RWA, in particular, is often referred to as one of the most promising crypto sectors. Excluding stablecoins, total RWA value has surged from $15.8 billion at the start of 2024 to $25.4 billion today, with an estimated 346,250 tokenholders.

Related: How high will Ethereum price go after breaking $4K? ETH analysts weigh in

Do prices follow Web3 narratives?

Asset prices rarely move in lockstep with onchain activity. While hype can drive short-term spikes, sustained gains tend to align with sectors delivering tangible utility and adoption. Over the past year, this has meant infrastructure and yield-focused projects outpacing narrative-driven plays.

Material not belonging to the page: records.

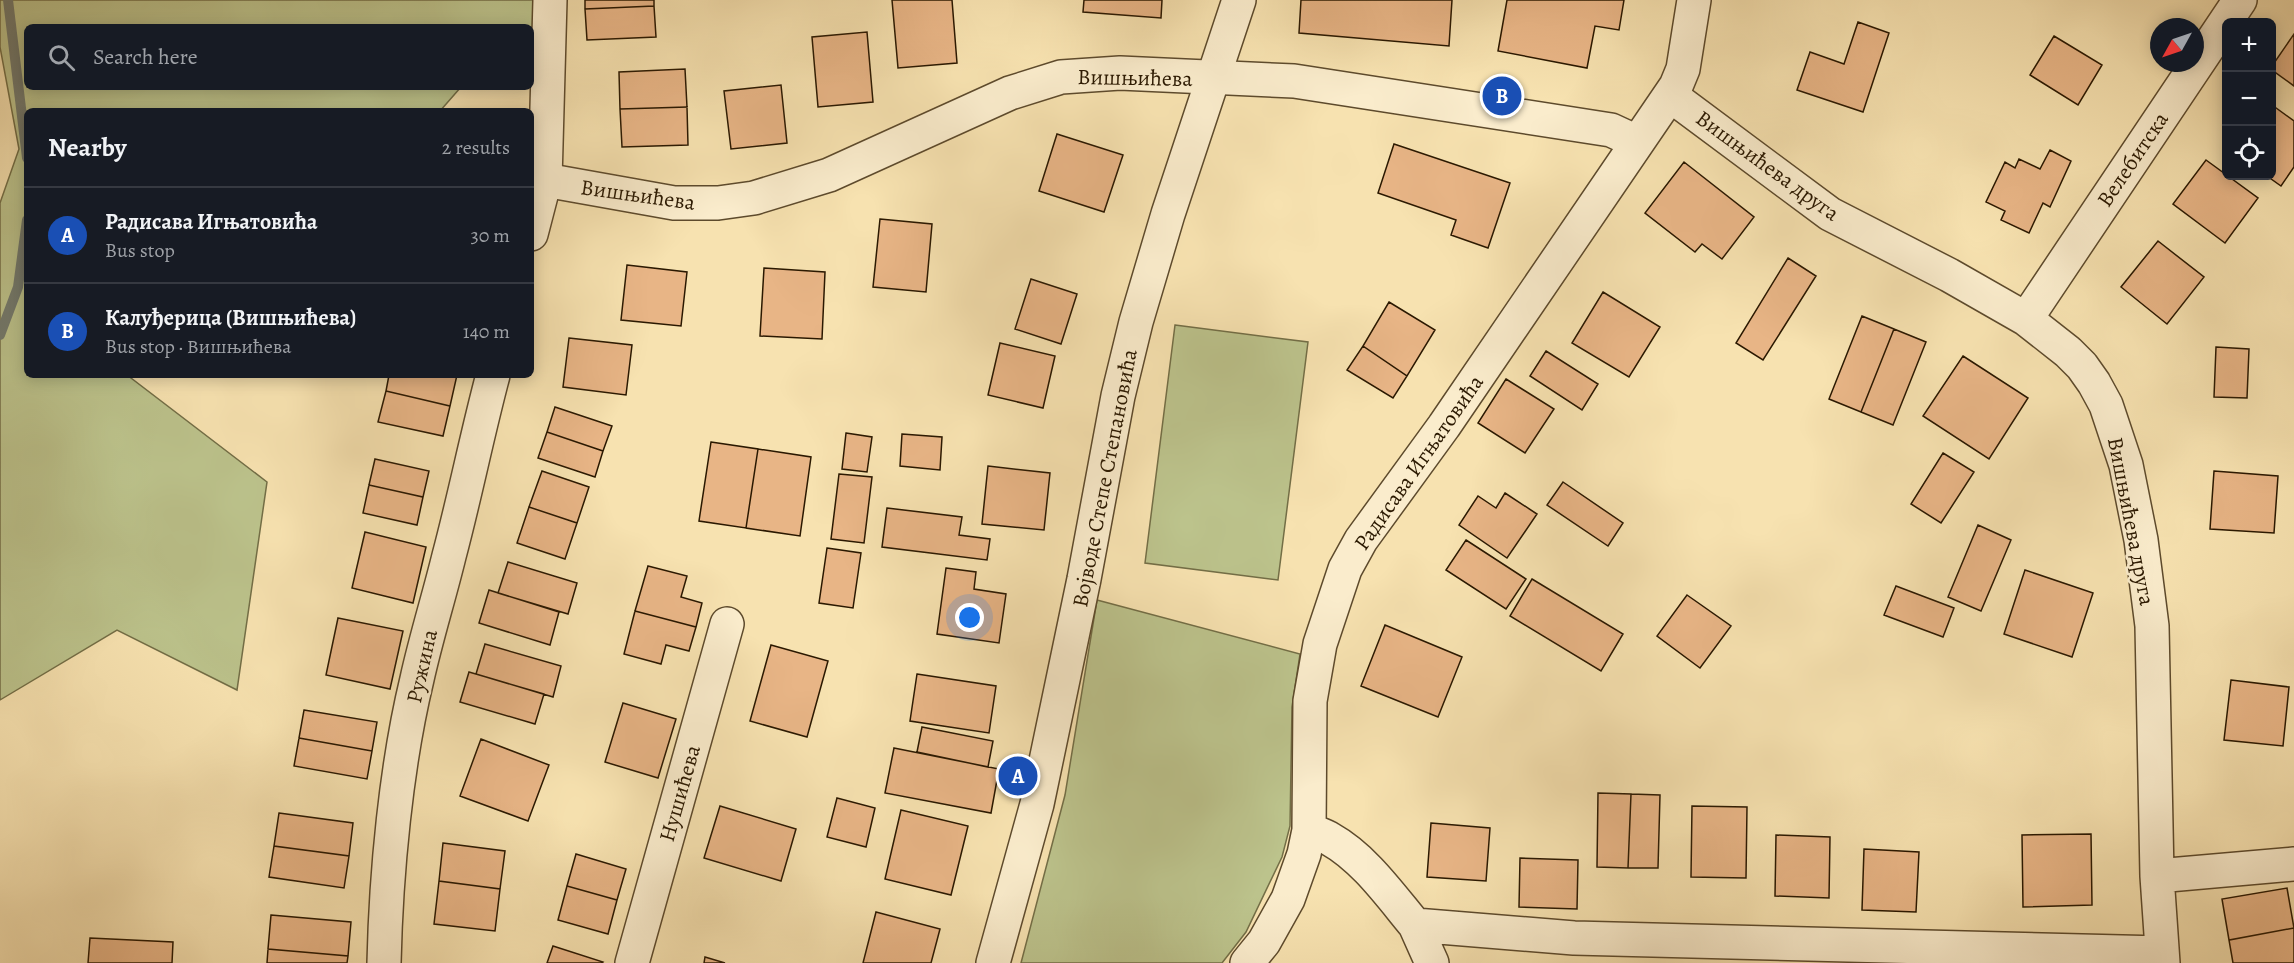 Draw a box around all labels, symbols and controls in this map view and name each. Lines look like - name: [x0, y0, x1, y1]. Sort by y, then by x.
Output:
- north arrow: [2150, 18, 2204, 72]
- map controls: [2222, 18, 2276, 180]
- button: +: [2222, 18, 2276, 72]
- search box: [24, 24, 534, 90]
- icon: search: [45, 41, 78, 74]
- text: Search here: [93, 42, 198, 72]
- street label: Вишњићева: [1077, 62, 1194, 94]
- button: −: [2222, 72, 2276, 126]
- pin: B: [1482, 74, 1522, 118]
- street label: Вишњићева друга: [1689, 103, 1846, 229]
- street label: Велебитска: [2090, 105, 2176, 213]
- button: locate: [2222, 126, 2276, 180]
- text: Nearby: [48, 130, 127, 165]
- text: 2 results: [442, 134, 510, 161]
- street label: Вишњићева: [579, 172, 698, 218]
- text: Радисава Игњатовића: [105, 207, 317, 237]
- text: A: [61, 222, 74, 249]
- text: 30 m: [470, 222, 510, 249]
- text: Bus stop: [105, 237, 175, 264]
- text: Калуђерица (Вишњићева): [105, 303, 356, 333]
- text: B: [61, 318, 74, 345]
- text: 140 m: [463, 318, 510, 345]
- text: Bus stop · Вишњићева: [105, 333, 292, 360]
- street label: Војводе Степе Степановића: [1065, 346, 1145, 610]
- street label: Радисава Игњатовића: [1347, 368, 1491, 556]
- street label: Вишњићева друга: [2100, 434, 2162, 609]
- your location: [955, 603, 984, 632]
- street label: Ружина: [399, 626, 445, 706]
- street label: Нушићева: [652, 741, 708, 845]
- pin: A: [998, 754, 1038, 798] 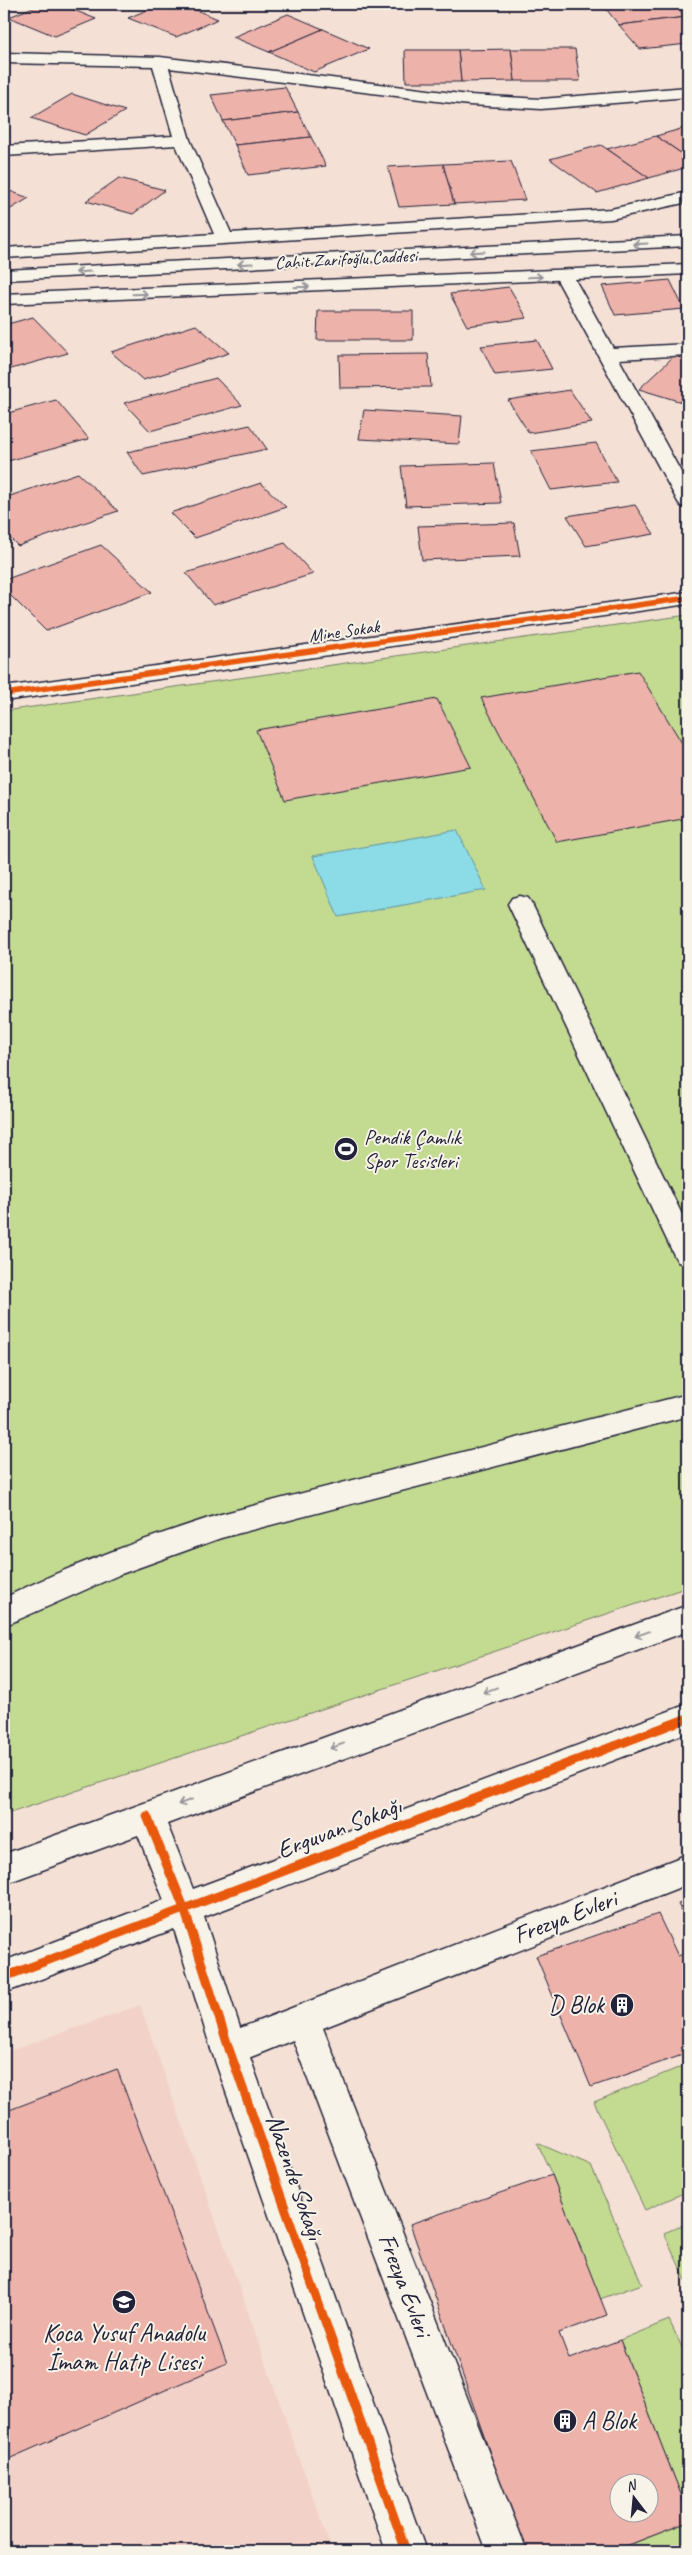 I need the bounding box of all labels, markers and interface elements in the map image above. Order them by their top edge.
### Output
one-way arrow [632,239,648,248]
street label: Cahit Zarifoğlu Caddesi [274,244,420,274]
one-way arrow [470,248,486,257]
one-way arrow [237,259,253,268]
one-way arrow [75,267,91,276]
one-way arrow [526,273,542,282]
one-way arrow [294,282,310,292]
one-way arrow [132,289,148,298]
street label: Mine Sokak [307,615,382,647]
place label: Pendik Çamlık Spor Tesisleri [364,1124,463,1174]
sports icon: Pendik Çamlık Spor Tesisleri [333,1136,359,1162]
one-way arrow [635,1630,651,1639]
one-way arrow [483,1686,498,1695]
one-way arrow [330,1742,346,1751]
street label: Erguvan Sokağı [272,1789,407,1866]
one-way arrow [178,1798,193,1807]
street label: Frezya Evleri [509,1882,624,1951]
place label: D Blok [549,1989,606,2021]
building icon: D Blok [609,1992,635,2018]
street label: Nazende Sokağı [259,2110,332,2245]
street label: Frezya Evleri [371,2229,440,2344]
school or university icon: Koca Yusuf Anadolu İmam Hatip Lisesi [111,2289,137,2315]
place label: Koca Yusuf Anadolu İmam Hatip Lisesi [43,2317,207,2378]
place label: A Blok [582,2405,638,2437]
building icon: A Blok [552,2408,578,2434]
north arrow [610,2472,660,2522]
text: N [624,2476,639,2495] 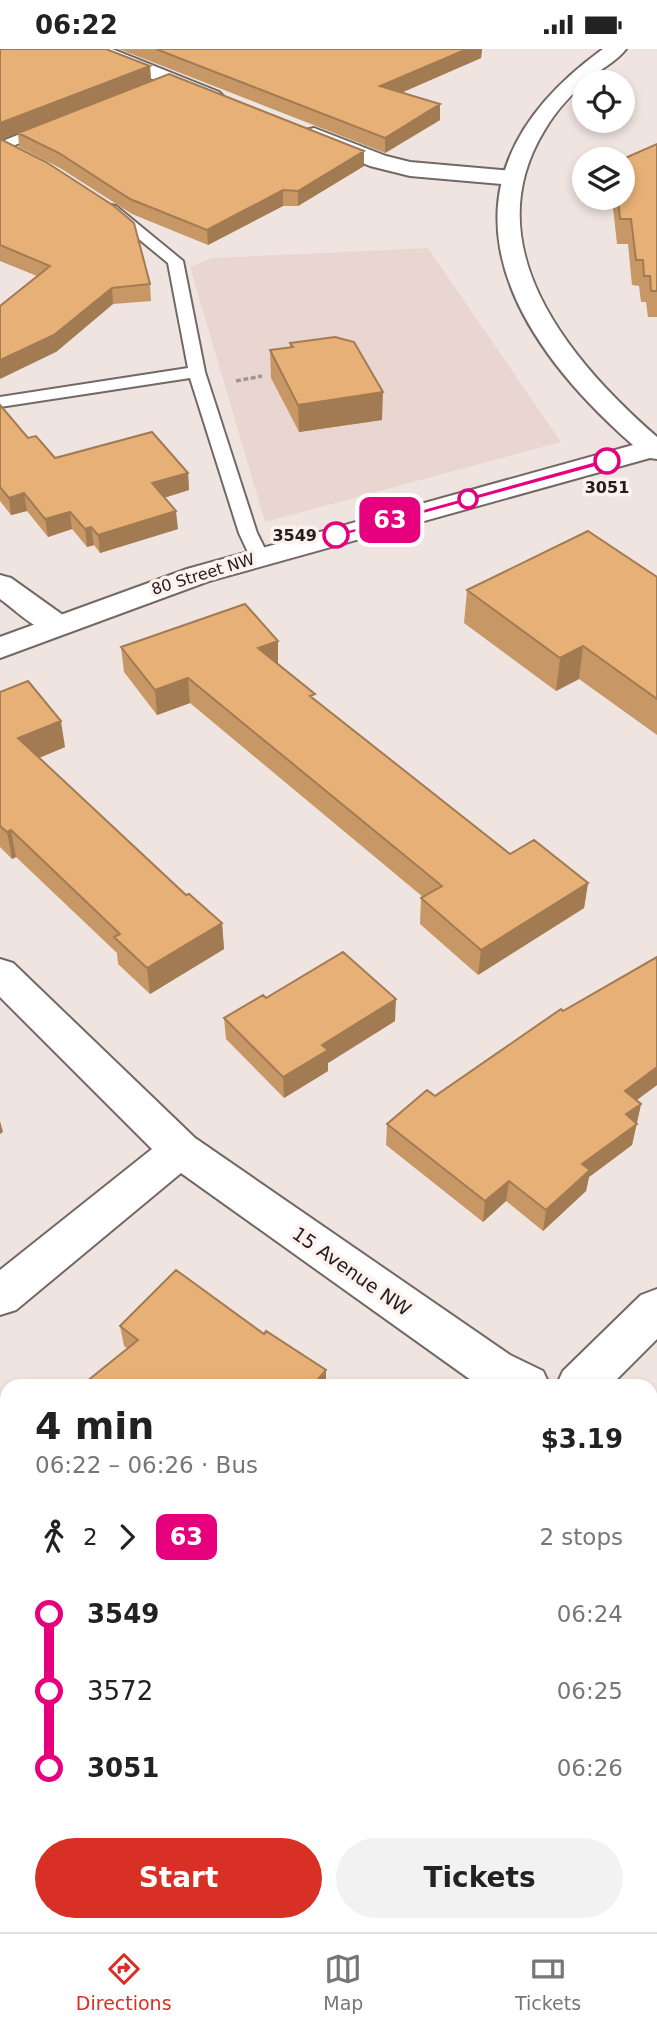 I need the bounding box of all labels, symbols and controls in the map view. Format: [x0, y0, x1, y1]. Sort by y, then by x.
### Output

Smart contract platform coins posted the strongest gains, with the top 10 up an unweighted 142% on average, led by HBAR (+360%) and XLM (+334%). As the foundational layer of Web3, their price growth signals investor confidence in the sector’s long-term development. DeFi tokens also fared well, averaging 77% YoY, with Curve DAO (CRV) up 308% and Pendle (PENDLE) up 110%.

The top 10 RWA tokens gained 65% on average, driven by XDC (+237%) and OUSG (+137%). DePIN’s top performers, JasmyCoin (JASMY) at +72% and Aethir (ATH) at +39%, could not prevent the sector’s average from hovering around +10%.

AI tokens have been the clear laggards: the top 10 strictly AI-focused projects are down 25% YoY, with Bittensor (TAO) the only standout at +34%. Gaming tokens mostly posted losses, with only SuperVerse (SUPER) gaining 750% in the past 12 months. Social tokens remain largely absent in the crypto space, as leading protocols still lack native assets. 

Overall, Web3 investment remains concentrated in mature sectors, driving up the native currencies of leading smart contract platforms. Yield-focused DeFi and RWA tokens have also delivered solid returns. In contrast, the sectors behind the most hyped narratives — AI, DePIN, and Social — have yet to translate attention into meaningful token gains. As adoption deepens and more sectors mature, the gap between narrative and performance may narrow — but for now, investor confidence is clearly rooted in the building blocks of the decentralized economy.

This article is for general information purposes and is not intended to be and should not be taken as legal or investment advice. The views, thoughts, and opinions expressed here are the author’s alone and do not necessarily reflect or represent the views and opinions of Cointelegraph.